== Records for the task ==

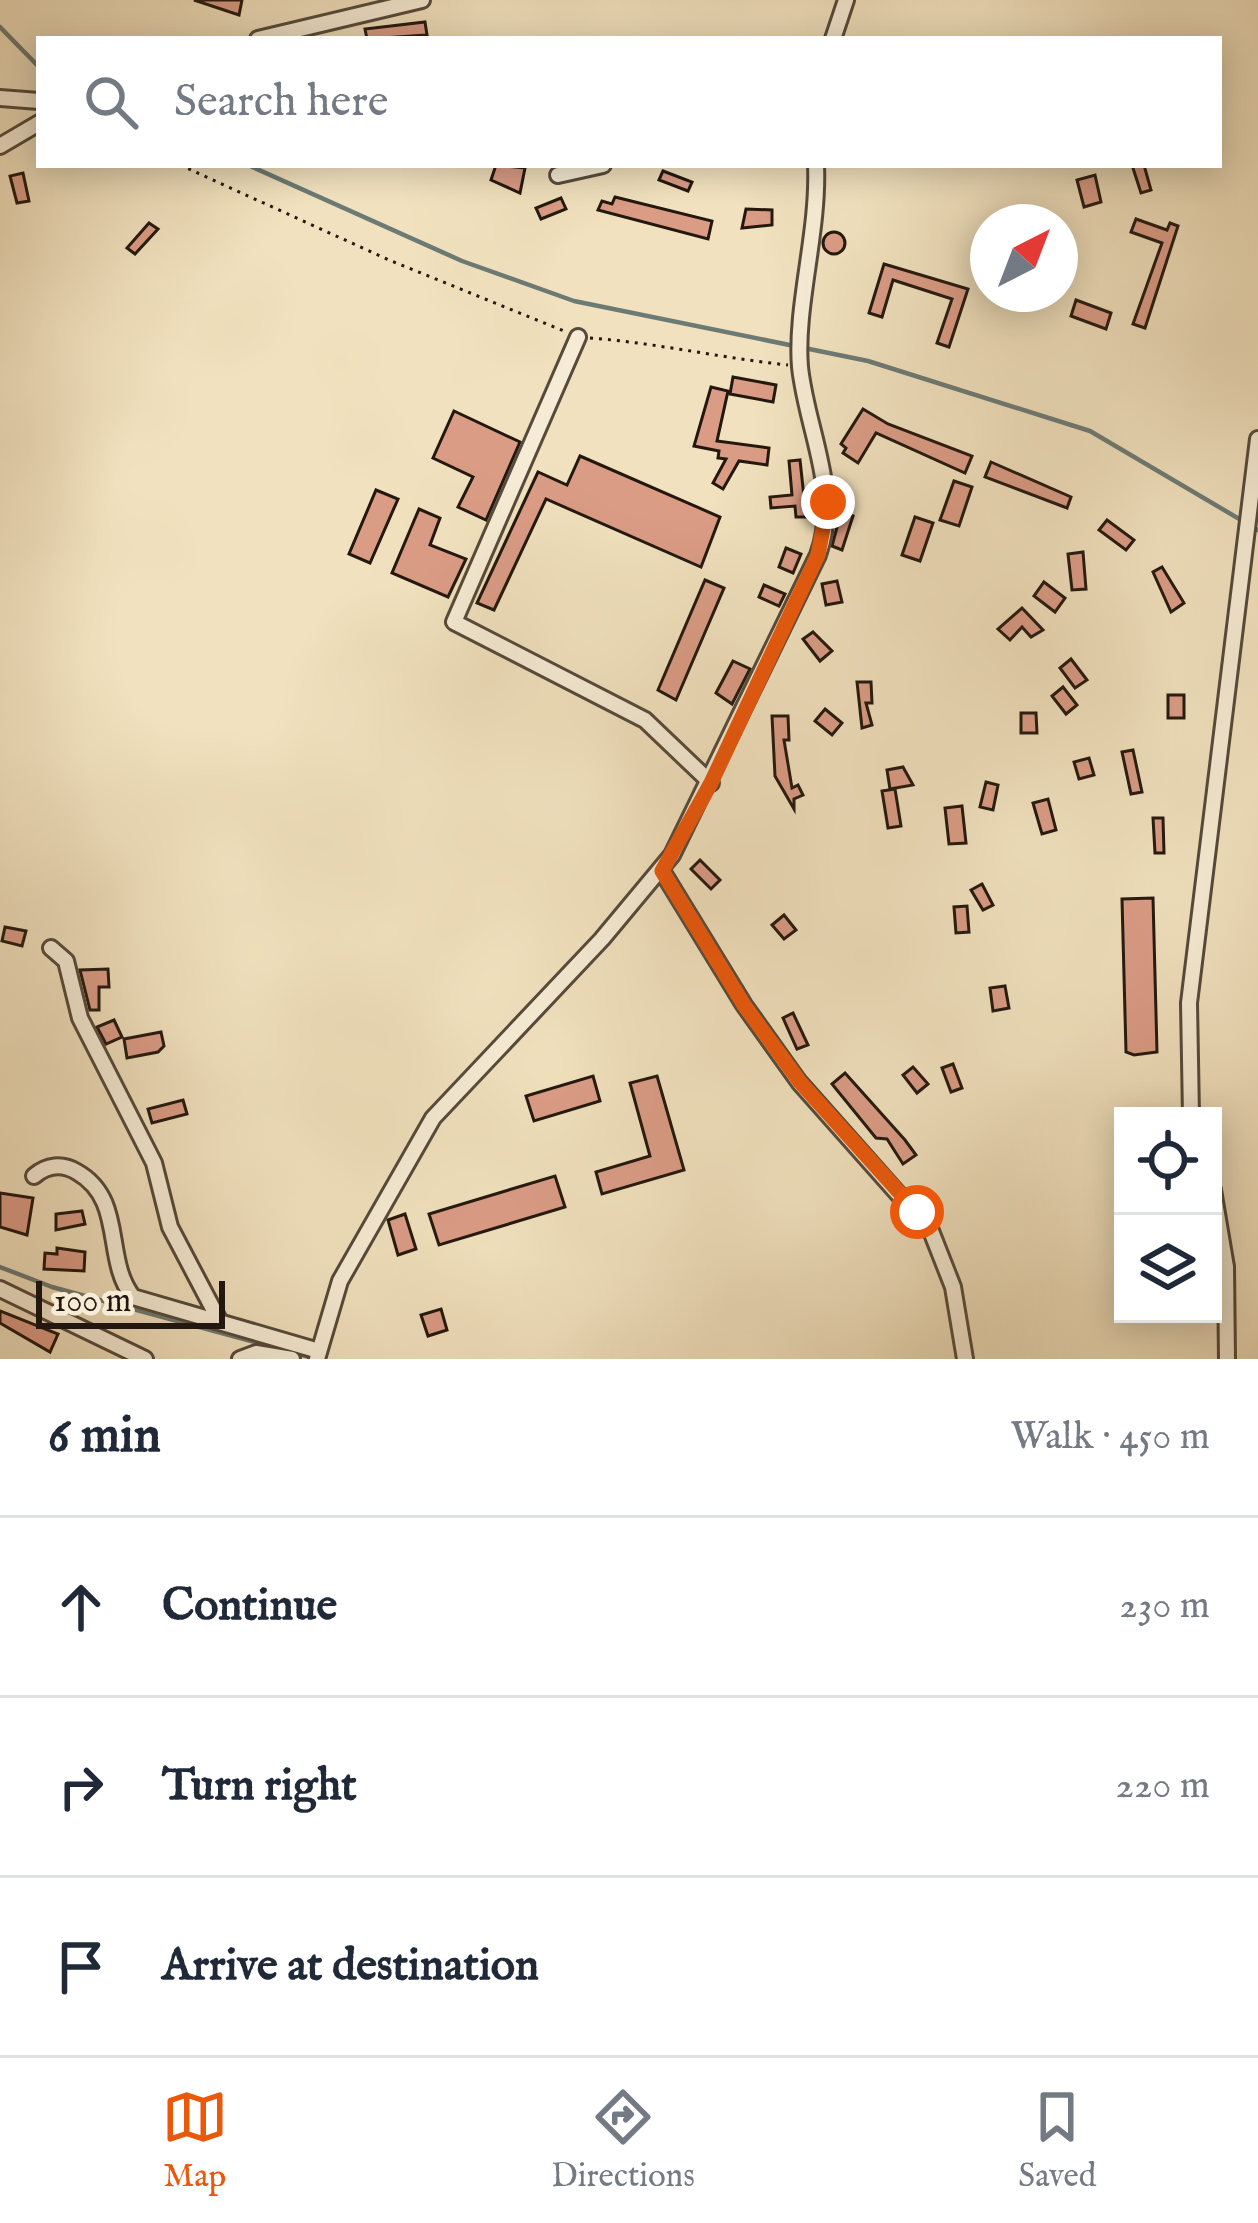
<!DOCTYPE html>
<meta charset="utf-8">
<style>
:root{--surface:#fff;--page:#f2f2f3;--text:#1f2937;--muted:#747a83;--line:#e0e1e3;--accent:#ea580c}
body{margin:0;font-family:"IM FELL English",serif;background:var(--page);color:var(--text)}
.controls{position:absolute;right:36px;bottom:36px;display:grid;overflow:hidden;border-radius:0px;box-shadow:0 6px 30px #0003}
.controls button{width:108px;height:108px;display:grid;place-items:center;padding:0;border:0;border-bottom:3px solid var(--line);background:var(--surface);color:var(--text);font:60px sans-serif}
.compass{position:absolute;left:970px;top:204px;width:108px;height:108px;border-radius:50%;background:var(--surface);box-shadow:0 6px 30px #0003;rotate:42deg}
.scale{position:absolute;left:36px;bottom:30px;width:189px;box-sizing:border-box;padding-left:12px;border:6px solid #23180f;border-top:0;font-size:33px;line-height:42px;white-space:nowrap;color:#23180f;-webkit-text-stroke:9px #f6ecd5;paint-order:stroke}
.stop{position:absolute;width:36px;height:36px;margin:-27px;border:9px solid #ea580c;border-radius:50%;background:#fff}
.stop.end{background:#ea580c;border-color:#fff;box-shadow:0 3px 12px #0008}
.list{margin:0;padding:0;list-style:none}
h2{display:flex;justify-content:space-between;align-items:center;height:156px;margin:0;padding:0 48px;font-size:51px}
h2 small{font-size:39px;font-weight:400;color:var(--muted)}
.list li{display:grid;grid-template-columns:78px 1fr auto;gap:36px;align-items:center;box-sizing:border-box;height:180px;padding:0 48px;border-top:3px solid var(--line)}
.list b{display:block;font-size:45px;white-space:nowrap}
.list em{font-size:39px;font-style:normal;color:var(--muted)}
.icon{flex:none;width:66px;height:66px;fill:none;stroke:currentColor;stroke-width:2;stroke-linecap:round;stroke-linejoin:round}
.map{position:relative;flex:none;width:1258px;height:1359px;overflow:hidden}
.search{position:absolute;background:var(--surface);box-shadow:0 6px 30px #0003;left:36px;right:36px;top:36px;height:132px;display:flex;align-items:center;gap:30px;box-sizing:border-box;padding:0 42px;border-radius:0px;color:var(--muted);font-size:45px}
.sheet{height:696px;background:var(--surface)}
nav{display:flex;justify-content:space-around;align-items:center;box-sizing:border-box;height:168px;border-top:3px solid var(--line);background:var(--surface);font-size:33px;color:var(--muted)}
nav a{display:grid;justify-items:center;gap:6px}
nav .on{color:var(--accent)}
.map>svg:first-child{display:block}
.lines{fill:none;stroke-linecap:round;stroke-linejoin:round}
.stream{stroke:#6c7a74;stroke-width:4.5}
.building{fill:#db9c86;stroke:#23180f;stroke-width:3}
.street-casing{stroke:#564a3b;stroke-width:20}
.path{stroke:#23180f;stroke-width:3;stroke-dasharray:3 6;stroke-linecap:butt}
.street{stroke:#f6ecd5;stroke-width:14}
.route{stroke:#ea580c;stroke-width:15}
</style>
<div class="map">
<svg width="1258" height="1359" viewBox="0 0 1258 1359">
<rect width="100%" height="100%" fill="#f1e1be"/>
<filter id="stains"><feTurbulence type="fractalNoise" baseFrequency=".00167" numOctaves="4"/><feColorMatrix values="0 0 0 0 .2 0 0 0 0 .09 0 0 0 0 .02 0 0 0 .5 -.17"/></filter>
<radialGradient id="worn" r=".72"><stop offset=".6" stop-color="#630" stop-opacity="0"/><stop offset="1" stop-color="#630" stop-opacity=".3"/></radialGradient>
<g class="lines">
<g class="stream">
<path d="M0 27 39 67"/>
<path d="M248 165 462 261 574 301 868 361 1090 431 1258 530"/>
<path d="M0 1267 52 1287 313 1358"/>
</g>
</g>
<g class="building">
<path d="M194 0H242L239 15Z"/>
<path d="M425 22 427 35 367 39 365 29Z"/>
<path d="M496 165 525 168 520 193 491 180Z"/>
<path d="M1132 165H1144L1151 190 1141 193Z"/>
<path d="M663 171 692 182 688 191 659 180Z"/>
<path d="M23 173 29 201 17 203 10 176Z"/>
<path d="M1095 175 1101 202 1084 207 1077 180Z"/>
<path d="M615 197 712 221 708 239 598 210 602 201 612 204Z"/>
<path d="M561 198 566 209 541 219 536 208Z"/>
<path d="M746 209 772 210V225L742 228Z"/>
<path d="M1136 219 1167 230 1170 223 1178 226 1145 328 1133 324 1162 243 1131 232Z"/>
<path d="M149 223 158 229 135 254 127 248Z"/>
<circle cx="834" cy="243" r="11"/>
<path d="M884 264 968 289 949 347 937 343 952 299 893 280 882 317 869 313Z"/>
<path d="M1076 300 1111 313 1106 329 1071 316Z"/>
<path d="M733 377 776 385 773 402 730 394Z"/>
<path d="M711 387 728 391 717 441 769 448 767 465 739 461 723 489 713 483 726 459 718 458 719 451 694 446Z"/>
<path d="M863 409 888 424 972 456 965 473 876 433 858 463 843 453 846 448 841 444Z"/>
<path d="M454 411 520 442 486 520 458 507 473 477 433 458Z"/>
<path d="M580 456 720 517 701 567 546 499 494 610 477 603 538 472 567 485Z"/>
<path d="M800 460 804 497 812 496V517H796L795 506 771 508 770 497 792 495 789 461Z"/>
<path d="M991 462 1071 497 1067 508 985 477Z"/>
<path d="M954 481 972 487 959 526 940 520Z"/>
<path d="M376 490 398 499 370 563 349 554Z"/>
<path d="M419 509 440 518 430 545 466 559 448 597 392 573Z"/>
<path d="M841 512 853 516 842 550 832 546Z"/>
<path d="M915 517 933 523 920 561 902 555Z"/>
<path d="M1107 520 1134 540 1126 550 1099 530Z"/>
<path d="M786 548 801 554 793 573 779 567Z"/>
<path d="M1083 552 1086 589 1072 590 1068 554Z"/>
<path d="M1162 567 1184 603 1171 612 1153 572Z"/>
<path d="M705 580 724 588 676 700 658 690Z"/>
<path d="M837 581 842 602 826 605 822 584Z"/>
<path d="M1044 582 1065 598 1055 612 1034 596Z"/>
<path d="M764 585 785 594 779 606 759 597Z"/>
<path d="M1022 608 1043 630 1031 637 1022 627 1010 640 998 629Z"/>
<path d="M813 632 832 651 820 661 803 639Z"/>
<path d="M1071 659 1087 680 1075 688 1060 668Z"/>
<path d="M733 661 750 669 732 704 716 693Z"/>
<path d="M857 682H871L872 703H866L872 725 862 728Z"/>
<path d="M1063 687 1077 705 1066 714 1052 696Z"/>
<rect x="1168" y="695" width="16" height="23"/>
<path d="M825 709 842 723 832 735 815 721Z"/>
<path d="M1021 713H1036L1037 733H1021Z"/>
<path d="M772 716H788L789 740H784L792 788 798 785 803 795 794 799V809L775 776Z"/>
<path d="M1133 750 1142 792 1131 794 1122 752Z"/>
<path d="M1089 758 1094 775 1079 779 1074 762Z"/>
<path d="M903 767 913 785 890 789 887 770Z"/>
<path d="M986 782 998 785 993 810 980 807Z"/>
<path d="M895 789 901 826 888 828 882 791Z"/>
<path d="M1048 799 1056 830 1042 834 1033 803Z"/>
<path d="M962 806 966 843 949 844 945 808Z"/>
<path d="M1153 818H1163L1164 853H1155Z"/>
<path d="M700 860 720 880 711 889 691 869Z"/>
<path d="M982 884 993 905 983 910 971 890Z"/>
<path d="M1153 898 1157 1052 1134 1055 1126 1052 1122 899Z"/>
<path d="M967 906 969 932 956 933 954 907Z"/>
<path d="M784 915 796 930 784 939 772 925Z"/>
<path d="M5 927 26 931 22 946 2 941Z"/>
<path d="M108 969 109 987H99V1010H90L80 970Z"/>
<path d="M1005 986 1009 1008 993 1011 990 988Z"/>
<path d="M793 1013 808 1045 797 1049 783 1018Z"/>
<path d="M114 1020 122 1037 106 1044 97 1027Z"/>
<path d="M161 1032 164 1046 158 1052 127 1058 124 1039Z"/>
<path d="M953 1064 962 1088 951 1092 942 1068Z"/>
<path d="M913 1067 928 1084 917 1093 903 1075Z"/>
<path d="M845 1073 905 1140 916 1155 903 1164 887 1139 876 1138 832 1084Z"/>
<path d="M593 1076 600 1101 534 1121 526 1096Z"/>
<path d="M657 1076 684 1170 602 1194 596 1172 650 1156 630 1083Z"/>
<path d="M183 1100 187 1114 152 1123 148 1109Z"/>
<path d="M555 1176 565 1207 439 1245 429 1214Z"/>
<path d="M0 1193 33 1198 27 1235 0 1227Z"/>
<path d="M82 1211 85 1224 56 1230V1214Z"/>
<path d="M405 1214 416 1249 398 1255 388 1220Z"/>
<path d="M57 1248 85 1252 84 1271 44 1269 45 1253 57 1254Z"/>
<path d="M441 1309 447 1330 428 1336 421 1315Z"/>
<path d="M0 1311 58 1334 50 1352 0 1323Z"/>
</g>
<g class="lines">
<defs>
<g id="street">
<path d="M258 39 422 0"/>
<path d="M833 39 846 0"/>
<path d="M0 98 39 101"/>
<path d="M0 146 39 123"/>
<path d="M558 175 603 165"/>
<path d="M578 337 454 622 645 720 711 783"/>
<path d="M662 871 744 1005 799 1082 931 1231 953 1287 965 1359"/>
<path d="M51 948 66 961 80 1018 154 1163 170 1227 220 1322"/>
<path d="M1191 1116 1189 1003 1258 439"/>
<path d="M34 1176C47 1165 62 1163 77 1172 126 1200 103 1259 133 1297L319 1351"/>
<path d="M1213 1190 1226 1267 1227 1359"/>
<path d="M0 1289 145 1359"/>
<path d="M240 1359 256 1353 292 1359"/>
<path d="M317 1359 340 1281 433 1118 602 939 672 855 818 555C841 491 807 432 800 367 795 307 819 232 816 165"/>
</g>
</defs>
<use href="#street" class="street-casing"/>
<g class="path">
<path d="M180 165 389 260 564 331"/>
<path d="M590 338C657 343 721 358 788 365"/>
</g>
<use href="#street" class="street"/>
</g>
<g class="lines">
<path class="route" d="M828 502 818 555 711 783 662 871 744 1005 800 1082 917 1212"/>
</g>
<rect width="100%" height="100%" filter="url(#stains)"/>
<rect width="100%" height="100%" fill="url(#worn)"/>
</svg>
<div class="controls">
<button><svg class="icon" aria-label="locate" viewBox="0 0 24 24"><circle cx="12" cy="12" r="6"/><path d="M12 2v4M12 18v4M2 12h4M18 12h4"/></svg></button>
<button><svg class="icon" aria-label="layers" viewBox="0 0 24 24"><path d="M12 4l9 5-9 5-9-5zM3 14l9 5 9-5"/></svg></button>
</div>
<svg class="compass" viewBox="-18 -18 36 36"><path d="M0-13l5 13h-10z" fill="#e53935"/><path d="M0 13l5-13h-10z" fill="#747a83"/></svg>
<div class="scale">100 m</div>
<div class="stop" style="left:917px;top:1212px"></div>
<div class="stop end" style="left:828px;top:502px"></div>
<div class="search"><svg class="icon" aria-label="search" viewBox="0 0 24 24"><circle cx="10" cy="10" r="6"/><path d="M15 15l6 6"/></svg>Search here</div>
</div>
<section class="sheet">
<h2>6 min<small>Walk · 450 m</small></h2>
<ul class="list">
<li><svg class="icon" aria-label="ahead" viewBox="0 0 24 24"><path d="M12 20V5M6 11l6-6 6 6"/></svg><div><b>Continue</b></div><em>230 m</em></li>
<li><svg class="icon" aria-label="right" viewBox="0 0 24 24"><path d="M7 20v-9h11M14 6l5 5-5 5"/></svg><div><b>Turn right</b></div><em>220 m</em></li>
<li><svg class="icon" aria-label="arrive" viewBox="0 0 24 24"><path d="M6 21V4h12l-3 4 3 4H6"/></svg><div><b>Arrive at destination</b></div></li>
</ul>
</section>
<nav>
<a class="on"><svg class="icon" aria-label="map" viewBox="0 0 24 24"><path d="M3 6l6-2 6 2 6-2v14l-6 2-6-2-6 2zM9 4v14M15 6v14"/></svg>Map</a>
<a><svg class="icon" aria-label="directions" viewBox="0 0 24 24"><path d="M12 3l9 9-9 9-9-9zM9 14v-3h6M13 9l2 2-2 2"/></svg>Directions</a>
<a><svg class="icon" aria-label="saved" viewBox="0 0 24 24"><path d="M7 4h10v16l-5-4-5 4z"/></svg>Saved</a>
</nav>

===

## Task requirements
Would you retype the lines above from the one with "377 776 385" down to the one with "927 26 931 22", word for word, both ends included and no other lines?

## Answer for this exercise
<path d="M733 377 776 385 773 402 730 394Z"/>
<path d="M711 387 728 391 717 441 769 448 767 465 739 461 723 489 713 483 726 459 718 458 719 451 694 446Z"/>
<path d="M863 409 888 424 972 456 965 473 876 433 858 463 843 453 846 448 841 444Z"/>
<path d="M454 411 520 442 486 520 458 507 473 477 433 458Z"/>
<path d="M580 456 720 517 701 567 546 499 494 610 477 603 538 472 567 485Z"/>
<path d="M800 460 804 497 812 496V517H796L795 506 771 508 770 497 792 495 789 461Z"/>
<path d="M991 462 1071 497 1067 508 985 477Z"/>
<path d="M954 481 972 487 959 526 940 520Z"/>
<path d="M376 490 398 499 370 563 349 554Z"/>
<path d="M419 509 440 518 430 545 466 559 448 597 392 573Z"/>
<path d="M841 512 853 516 842 550 832 546Z"/>
<path d="M915 517 933 523 920 561 902 555Z"/>
<path d="M1107 520 1134 540 1126 550 1099 530Z"/>
<path d="M786 548 801 554 793 573 779 567Z"/>
<path d="M1083 552 1086 589 1072 590 1068 554Z"/>
<path d="M1162 567 1184 603 1171 612 1153 572Z"/>
<path d="M705 580 724 588 676 700 658 690Z"/>
<path d="M837 581 842 602 826 605 822 584Z"/>
<path d="M1044 582 1065 598 1055 612 1034 596Z"/>
<path d="M764 585 785 594 779 606 759 597Z"/>
<path d="M1022 608 1043 630 1031 637 1022 627 1010 640 998 629Z"/>
<path d="M813 632 832 651 820 661 803 639Z"/>
<path d="M1071 659 1087 680 1075 688 1060 668Z"/>
<path d="M733 661 750 669 732 704 716 693Z"/>
<path d="M857 682H871L872 703H866L872 725 862 728Z"/>
<path d="M1063 687 1077 705 1066 714 1052 696Z"/>
<rect x="1168" y="695" width="16" height="23"/>
<path d="M825 709 842 723 832 735 815 721Z"/>
<path d="M1021 713H1036L1037 733H1021Z"/>
<path d="M772 716H788L789 740H784L792 788 798 785 803 795 794 799V809L775 776Z"/>
<path d="M1133 750 1142 792 1131 794 1122 752Z"/>
<path d="M1089 758 1094 775 1079 779 1074 762Z"/>
<path d="M903 767 913 785 890 789 887 770Z"/>
<path d="M986 782 998 785 993 810 980 807Z"/>
<path d="M895 789 901 826 888 828 882 791Z"/>
<path d="M1048 799 1056 830 1042 834 1033 803Z"/>
<path d="M962 806 966 843 949 844 945 808Z"/>
<path d="M1153 818H1163L1164 853H1155Z"/>
<path d="M700 860 720 880 711 889 691 869Z"/>
<path d="M982 884 993 905 983 910 971 890Z"/>
<path d="M1153 898 1157 1052 1134 1055 1126 1052 1122 899Z"/>
<path d="M967 906 969 932 956 933 954 907Z"/>
<path d="M784 915 796 930 784 939 772 925Z"/>
<path d="M5 927 26 931 22 946 2 941Z"/>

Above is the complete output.